Intuitive Machines said the navigation problem was due to human error. The flight teams neglected to manually unlock the safety switch before launch, preventing subsequent activation of the vehicle’s laser-guided rangefinders and forcing flight engineers to hastily improvise an alternative during lunar orbit.
The last-minute work likely prevented an emergency landing, but may have contributed to the vehicle landing sideways, apparently catching a foot on an uneven surface and coming to rest at a 30-degree angle, company officials said. An image released Wednesday showed the spacecraft carrying the lander was visibly damaged when it landed on the moon. The company said the lander’s two antennas were disabled and its solar panels were also facing the wrong direction.
Despite ongoing problems communicating with the lander and keeping its solar batteries charged, NASA said it was able to retrieve some data from all six of its science payloads delivered by Odyssey. Other on-board customers have had mixed results.
Still, Intuitive executives and NASA hailed the science achieved and the “soft” lunar landing itself—the first ever commercially manufactured and operated space vehicle—as a key breakthrough in a new chapter in lunar exploration.
One of the specific advances offered by Intuitive was the success of a proprietary propulsion system it developed for the lander, the first deep-space vehicle powered by a mixture of liquid methane and liquid oxygen. Odysseus was also the first US spacecraft to make a controlled descent to the lunar surface since NASA’s last manned Apollo mission to the moon in 1972.
And it was the first of NASA’s Artemis program, which aims to send several more commercial robots to the moon on scientific exploration missions before astronauts are scheduled to return to Earth’s only natural satellite later this decade.

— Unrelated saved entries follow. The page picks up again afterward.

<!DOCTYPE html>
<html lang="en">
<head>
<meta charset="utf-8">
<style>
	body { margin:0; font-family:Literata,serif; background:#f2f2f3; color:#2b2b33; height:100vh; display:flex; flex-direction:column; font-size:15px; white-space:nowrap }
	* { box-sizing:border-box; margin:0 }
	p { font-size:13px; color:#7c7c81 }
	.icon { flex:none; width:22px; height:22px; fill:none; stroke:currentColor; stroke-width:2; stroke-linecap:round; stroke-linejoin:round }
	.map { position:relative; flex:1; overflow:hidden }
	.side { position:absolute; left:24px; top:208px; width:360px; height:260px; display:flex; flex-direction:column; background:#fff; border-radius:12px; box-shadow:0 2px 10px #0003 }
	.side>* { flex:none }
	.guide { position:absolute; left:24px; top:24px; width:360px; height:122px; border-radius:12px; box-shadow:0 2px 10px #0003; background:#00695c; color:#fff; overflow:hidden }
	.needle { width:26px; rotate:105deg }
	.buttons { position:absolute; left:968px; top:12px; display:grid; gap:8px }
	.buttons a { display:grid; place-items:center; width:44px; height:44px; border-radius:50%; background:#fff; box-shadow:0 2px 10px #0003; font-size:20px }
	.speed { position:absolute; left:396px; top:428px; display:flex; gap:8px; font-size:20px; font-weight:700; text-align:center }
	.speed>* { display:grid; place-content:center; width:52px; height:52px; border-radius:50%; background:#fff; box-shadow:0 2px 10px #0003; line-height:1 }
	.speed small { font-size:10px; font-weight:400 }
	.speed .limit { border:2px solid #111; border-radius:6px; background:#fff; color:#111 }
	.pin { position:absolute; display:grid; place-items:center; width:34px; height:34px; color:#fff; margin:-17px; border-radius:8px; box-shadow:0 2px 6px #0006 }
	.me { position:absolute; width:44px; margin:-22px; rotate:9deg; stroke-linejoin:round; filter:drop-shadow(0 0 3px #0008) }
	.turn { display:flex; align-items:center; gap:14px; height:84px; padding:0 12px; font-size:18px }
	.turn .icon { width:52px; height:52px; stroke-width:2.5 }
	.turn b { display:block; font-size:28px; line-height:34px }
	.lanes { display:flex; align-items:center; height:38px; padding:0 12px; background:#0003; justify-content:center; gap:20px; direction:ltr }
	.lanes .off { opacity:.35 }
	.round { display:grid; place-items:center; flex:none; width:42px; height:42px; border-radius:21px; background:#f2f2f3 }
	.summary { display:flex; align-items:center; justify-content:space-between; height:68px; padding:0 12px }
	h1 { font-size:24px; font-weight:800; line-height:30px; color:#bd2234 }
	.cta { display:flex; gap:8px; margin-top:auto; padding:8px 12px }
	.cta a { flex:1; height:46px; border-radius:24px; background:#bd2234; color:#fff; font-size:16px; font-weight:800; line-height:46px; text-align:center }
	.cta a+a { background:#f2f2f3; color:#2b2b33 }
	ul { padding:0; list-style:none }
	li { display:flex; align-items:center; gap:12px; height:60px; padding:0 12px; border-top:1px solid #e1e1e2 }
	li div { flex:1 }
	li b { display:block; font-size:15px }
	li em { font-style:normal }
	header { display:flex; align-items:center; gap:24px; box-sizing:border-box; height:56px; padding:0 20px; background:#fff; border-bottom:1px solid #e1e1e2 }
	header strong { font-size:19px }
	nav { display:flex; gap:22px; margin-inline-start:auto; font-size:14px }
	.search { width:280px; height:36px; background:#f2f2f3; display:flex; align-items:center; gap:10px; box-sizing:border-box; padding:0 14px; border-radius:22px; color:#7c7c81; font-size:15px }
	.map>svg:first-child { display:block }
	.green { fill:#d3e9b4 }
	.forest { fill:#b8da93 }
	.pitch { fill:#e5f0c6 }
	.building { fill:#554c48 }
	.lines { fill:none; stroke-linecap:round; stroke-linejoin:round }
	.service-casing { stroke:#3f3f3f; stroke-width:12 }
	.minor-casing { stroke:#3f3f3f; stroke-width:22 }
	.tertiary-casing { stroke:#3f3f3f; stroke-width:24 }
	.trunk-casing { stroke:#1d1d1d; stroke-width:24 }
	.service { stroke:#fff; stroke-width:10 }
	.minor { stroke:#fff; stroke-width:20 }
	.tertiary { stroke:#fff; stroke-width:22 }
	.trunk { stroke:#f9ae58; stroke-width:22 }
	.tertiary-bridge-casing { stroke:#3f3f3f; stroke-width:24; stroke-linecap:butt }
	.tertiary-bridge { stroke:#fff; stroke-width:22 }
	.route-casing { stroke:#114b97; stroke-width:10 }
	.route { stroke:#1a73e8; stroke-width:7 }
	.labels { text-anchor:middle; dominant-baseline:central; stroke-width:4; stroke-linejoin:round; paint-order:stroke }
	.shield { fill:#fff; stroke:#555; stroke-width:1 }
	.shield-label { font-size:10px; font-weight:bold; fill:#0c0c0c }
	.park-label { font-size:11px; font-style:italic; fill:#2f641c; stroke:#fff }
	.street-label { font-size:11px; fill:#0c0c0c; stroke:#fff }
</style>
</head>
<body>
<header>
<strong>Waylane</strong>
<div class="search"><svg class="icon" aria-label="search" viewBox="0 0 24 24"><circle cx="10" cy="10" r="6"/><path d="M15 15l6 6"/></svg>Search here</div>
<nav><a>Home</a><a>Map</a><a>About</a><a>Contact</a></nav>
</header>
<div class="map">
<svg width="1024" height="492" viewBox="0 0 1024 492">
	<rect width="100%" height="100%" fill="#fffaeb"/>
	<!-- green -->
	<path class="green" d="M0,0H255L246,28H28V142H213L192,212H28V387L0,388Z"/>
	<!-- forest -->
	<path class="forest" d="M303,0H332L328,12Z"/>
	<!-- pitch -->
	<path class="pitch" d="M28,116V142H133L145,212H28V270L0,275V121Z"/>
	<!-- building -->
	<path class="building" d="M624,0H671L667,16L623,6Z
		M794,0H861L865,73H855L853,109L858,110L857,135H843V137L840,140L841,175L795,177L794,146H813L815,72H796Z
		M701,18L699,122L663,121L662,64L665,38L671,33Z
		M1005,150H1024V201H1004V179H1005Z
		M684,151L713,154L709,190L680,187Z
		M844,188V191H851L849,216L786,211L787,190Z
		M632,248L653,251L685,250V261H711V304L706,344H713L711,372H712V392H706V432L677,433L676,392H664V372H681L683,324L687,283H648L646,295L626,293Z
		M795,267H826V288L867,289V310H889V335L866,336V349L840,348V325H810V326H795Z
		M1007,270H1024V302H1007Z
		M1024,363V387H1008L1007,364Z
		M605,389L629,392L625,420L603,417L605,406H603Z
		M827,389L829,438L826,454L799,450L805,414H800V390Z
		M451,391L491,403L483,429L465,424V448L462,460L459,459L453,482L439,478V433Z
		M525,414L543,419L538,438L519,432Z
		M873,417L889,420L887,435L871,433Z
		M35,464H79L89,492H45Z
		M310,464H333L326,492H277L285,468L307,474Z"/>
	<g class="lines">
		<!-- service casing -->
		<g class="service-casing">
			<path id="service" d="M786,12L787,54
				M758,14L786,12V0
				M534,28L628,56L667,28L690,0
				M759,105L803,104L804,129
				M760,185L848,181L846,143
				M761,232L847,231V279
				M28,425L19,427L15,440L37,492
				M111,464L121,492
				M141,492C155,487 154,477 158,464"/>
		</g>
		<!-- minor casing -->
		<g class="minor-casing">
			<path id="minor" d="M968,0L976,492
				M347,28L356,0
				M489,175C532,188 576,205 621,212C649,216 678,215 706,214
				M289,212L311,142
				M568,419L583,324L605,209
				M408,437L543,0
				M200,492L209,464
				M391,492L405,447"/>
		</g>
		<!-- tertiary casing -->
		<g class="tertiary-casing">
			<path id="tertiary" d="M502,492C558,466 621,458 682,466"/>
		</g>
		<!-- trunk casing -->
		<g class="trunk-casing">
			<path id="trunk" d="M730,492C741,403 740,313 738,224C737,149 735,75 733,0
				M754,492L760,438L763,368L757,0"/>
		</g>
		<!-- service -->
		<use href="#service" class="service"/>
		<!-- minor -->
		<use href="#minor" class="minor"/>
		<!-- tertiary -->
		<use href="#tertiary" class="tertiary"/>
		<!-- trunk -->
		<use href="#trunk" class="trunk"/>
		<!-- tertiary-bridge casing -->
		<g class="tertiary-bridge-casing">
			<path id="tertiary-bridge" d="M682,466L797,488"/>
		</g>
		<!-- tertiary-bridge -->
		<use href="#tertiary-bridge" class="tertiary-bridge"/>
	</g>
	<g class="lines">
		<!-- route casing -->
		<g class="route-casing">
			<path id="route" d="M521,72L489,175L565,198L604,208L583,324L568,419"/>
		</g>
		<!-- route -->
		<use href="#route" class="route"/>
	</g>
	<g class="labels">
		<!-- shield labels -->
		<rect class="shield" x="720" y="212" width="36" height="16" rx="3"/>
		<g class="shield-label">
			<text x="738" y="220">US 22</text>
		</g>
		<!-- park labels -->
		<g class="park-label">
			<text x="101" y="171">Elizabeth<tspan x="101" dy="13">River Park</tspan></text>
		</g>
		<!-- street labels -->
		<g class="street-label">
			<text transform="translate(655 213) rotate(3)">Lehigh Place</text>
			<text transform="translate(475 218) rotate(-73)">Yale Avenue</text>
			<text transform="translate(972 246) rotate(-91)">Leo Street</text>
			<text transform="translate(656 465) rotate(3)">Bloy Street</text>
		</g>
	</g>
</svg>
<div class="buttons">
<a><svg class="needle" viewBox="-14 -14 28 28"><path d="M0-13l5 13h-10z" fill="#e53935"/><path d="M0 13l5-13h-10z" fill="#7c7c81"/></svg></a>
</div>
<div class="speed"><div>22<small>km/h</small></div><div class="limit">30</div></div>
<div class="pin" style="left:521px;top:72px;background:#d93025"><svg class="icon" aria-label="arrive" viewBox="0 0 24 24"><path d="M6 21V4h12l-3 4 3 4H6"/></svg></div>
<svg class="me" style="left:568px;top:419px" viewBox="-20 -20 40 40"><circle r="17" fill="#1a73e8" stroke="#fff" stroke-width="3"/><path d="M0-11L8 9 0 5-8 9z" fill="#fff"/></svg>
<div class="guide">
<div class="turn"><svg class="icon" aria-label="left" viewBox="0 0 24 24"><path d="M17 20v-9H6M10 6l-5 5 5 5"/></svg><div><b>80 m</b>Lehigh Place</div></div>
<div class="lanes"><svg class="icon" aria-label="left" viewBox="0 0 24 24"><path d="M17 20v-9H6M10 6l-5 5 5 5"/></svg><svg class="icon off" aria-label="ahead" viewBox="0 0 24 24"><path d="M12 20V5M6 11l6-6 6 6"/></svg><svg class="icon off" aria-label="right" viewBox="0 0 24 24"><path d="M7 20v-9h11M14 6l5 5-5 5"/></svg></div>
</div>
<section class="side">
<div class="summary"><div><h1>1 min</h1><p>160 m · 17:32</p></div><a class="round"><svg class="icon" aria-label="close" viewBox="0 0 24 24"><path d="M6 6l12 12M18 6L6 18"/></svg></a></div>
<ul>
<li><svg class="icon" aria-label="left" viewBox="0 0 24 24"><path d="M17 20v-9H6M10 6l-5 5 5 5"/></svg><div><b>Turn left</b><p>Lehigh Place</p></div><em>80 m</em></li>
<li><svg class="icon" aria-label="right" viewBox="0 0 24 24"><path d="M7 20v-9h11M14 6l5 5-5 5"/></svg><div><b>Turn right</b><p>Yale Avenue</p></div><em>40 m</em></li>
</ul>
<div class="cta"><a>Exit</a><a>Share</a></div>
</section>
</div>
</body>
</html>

Two more Intuitive Machine lunar landers are scheduled to launch later this year. To date, the space agencies of only four other countries have achieved a “soft” landing on the moon – the former Soviet Union, China, India and, just last month, Japan, whose lander also overturned and had problems regenerating power.
Earlier this week, Japan’s space agency said its lander unexpectedly survived a lunar night and re-established contact with Earth weeks after the moon went dormant. The United States is the only country to have ever sent humans to the lunar surface.